Cela est excellent. Mais je ne sais pas si la pratique que recommande d’autre part M. Coué est aussi inoffensive. « Les parents doivent attendre que l’enfant soit endormi. L’un d’eux pénètre avec précaution dans sa chambre et s’approche du lit, puis il pose lentement et doucement la main sur le front de l’enfant. Si celui-ci bouge et semble se réveiller, le père ou la mère lui dit tout bas : « Dors, mon enfant, dors bien tranquillement, etc. » jusqu'à ce que celui-ci ait repris son sommeil.
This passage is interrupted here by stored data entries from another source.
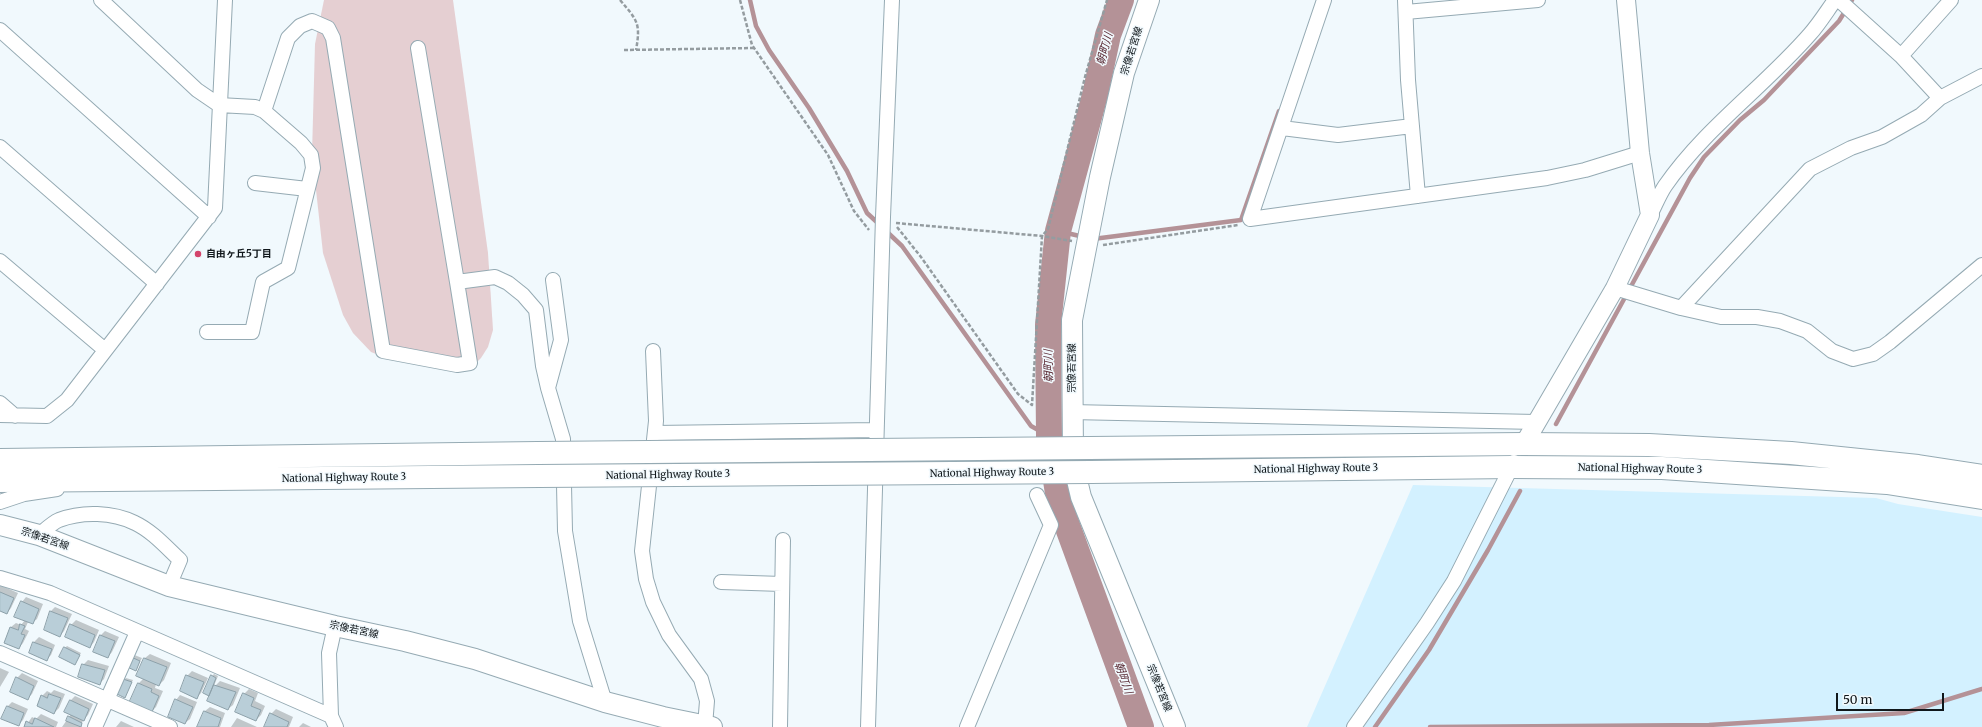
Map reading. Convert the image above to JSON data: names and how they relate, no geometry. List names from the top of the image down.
{
  "streets": {
    "highway": ["National Highway Route 3"],
    "main road": ["宗像若宮線"]
  },
  "water": ["朝町川"],
  "places": ["自由ヶ丘5丁目"],
  "scale_bar": "50 m"
}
Il ajoute alors, toujours d’une voix basse et lente, toutes les choses qu’il désire obtenir de lui, tant au point de vue de la santé, du sommeil, que du travail, de l’application, de la conduite, etc., puis il se retire, comme il est venu, en prenant bien garde de ne pas réveiller l’enfant ».
M. Baudouin n’a certes pas développé bien profondément l’étude de l’emploi de la suggestion dans l’éducation. La lecture de son livre permet au moins de s’expliquer beaucoup de choses. L’auteur a montré, d’autre part, dans ses Etudes de Psychanalyse (Delachaux Niestlé) à quelles découvertes peut amener l’emploi de la suggestion pour la connaissance psychologique des individus.